China Seminar | 14 March 1991

China in Light of Recent Development in the USSR and Eastern Europe

Frank Tang Frank Tang

Frank Tang, visiting professor in the Dept. of American Studies at the University of Hawai‘i, majored in international relations at the U. of Southern California. After graduating as an honor student he went to China in 1948 to do research in Chinese political science and international relations at Yenching University in Beijing. He witnessed the downfall of the Nationalist government and the setting up of the People’s Republic in 1949 and later decided to make his life work in China, where he resided over 40 years, experiencing all the major ups and downs of the P.R.C. as a Chinese professor.

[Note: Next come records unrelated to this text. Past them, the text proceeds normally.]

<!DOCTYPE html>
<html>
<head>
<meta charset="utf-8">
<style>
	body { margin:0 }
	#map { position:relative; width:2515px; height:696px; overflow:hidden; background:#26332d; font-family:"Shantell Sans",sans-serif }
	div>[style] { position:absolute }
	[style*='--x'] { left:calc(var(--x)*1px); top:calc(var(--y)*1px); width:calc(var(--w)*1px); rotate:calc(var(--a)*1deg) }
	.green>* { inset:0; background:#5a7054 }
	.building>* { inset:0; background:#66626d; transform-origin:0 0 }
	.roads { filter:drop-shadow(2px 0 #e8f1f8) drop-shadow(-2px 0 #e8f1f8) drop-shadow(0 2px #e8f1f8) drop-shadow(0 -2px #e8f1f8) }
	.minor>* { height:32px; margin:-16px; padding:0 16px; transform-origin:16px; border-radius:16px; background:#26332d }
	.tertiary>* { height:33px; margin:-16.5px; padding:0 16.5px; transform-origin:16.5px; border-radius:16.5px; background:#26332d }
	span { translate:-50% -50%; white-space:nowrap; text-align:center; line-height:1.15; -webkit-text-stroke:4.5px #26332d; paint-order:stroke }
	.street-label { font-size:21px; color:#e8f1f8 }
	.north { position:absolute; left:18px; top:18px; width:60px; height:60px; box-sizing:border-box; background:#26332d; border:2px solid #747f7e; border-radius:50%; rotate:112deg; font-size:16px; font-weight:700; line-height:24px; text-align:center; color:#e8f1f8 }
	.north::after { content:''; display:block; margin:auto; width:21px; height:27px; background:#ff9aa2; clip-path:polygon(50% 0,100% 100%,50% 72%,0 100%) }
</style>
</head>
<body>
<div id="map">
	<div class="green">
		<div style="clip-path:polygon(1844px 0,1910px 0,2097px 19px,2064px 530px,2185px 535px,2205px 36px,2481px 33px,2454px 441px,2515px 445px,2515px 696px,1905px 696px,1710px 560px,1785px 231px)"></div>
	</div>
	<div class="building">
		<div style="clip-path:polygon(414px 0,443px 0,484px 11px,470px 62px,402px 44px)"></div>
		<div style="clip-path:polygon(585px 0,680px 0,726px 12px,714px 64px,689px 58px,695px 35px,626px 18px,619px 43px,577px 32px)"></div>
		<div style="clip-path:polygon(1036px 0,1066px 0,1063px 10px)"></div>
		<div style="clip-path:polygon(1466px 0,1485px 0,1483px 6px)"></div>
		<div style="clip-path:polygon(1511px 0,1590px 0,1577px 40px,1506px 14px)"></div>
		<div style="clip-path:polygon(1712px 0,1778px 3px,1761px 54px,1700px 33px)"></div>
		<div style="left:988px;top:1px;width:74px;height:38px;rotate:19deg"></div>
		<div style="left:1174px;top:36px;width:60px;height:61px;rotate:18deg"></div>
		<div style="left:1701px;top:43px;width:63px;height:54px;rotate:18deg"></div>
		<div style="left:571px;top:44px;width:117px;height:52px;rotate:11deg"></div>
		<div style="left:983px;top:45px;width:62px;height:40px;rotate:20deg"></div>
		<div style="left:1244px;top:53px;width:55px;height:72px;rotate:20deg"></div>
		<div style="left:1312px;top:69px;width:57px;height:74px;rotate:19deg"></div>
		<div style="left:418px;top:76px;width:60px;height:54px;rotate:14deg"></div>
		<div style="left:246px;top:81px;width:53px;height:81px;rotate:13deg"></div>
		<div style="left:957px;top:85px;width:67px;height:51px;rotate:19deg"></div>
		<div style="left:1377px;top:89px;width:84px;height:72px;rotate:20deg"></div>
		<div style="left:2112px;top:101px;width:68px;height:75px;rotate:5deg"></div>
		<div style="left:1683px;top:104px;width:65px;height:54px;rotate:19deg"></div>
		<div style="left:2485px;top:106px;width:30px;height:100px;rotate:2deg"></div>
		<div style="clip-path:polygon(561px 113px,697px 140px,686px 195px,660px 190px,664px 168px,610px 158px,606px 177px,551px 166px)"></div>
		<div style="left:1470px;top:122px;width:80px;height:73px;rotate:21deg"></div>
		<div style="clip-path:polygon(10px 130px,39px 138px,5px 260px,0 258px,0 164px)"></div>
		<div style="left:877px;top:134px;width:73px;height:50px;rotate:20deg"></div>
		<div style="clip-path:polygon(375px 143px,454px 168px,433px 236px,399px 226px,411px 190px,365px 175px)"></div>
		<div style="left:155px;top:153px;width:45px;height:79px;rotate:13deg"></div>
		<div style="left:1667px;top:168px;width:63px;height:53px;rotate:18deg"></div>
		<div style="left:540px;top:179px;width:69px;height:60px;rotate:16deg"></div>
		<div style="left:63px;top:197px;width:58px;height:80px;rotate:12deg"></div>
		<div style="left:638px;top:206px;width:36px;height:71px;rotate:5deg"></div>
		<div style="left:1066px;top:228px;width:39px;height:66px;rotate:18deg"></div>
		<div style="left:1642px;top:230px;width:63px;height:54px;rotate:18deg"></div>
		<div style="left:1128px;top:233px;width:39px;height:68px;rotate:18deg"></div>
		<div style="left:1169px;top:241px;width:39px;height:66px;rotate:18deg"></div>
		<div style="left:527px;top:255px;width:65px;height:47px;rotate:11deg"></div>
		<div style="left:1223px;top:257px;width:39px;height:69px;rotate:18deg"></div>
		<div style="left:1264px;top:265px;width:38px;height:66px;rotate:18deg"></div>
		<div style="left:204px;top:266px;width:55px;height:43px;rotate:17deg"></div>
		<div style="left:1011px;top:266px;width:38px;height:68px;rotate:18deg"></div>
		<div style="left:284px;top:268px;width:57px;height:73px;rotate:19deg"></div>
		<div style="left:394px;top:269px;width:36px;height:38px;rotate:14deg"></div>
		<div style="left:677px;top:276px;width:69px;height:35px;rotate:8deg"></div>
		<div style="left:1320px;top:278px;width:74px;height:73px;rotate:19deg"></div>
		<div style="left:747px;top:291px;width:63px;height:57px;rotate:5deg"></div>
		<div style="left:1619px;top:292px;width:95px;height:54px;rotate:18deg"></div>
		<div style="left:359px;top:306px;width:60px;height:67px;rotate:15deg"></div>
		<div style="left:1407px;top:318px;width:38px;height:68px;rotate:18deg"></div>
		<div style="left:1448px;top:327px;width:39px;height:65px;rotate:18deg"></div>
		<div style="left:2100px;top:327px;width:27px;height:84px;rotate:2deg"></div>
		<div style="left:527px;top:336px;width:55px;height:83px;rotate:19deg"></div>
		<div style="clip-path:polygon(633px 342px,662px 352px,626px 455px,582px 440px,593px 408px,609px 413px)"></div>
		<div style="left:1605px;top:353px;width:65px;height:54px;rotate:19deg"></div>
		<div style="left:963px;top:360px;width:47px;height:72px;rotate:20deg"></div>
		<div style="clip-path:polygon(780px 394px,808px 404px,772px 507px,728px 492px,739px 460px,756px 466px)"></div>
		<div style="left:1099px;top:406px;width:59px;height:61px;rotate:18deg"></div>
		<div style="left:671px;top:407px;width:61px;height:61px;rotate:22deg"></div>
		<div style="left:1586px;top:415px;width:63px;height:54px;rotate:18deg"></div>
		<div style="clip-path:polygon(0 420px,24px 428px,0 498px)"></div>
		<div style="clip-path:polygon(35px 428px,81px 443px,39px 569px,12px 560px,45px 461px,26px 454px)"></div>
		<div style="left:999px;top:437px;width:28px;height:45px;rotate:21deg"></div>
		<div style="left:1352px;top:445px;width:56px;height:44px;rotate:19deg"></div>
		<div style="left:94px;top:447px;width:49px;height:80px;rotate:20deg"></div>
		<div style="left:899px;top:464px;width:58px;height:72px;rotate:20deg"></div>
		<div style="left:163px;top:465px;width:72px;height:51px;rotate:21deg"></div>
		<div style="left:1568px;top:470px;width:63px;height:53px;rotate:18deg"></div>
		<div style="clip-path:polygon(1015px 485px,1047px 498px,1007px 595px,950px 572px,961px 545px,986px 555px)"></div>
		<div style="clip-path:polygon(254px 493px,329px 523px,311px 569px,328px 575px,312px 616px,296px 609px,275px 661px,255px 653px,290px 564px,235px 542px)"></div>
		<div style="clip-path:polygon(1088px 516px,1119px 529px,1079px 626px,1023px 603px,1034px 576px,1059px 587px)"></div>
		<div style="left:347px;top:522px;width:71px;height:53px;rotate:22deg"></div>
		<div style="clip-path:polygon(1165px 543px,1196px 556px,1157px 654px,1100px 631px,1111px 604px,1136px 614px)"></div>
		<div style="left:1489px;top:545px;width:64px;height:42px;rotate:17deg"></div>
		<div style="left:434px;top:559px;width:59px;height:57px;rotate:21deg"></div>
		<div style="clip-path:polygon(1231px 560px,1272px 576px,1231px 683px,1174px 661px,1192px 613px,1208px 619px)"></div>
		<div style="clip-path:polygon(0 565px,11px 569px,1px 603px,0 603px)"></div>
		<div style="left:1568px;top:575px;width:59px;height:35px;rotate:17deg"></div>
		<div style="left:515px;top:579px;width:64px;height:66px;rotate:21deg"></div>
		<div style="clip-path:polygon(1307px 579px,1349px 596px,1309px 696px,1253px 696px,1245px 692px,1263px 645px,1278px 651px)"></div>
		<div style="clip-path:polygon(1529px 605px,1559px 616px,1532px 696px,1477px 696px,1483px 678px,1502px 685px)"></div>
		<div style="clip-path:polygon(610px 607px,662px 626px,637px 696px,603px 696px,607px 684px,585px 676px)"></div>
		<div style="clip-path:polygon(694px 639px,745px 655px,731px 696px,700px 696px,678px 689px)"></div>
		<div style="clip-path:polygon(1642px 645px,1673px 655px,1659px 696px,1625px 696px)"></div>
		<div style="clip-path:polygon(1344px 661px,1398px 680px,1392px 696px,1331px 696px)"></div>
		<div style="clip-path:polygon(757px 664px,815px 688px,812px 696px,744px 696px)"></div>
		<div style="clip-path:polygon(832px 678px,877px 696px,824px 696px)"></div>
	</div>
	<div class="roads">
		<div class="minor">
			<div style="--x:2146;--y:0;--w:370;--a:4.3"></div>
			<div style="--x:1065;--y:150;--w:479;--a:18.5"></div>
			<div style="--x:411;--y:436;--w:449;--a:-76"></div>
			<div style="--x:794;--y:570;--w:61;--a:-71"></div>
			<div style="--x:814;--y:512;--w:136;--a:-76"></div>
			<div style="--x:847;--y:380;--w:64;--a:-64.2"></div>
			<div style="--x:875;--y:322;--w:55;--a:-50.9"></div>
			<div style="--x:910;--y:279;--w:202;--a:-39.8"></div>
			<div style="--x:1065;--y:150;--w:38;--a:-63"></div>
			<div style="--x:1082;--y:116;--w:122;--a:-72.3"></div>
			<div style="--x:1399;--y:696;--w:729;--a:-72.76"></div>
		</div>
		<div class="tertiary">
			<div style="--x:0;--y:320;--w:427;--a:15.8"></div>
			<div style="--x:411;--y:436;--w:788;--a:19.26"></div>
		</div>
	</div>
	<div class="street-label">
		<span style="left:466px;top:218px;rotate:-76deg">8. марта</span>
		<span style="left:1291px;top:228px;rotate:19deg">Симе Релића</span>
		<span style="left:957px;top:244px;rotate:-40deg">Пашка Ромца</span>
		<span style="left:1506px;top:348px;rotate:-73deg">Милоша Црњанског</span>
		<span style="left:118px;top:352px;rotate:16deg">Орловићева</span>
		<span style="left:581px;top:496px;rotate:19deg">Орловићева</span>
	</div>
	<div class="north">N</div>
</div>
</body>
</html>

Frank Tang founded the American Studies Program at the Beijing Foreign Studies University and was its director until he resigned in the summer of 1989 in protest over the Tiananmen massacre. After spending a semester teaching in the American Studies Department in Spring of 1990, Professor Tang returned to China for a few months and is now back as a visiting professor for the Spring 1991 semester.

Recent developments in the USSR and Eastern Europe have been closely monitored by Chinese authorities and intellectuals alike, resulting in certain changes in thinking and policy. This talk discusses some problems and issues: economic and political reforms, ethnic relations, religious freedom, social security and benefits.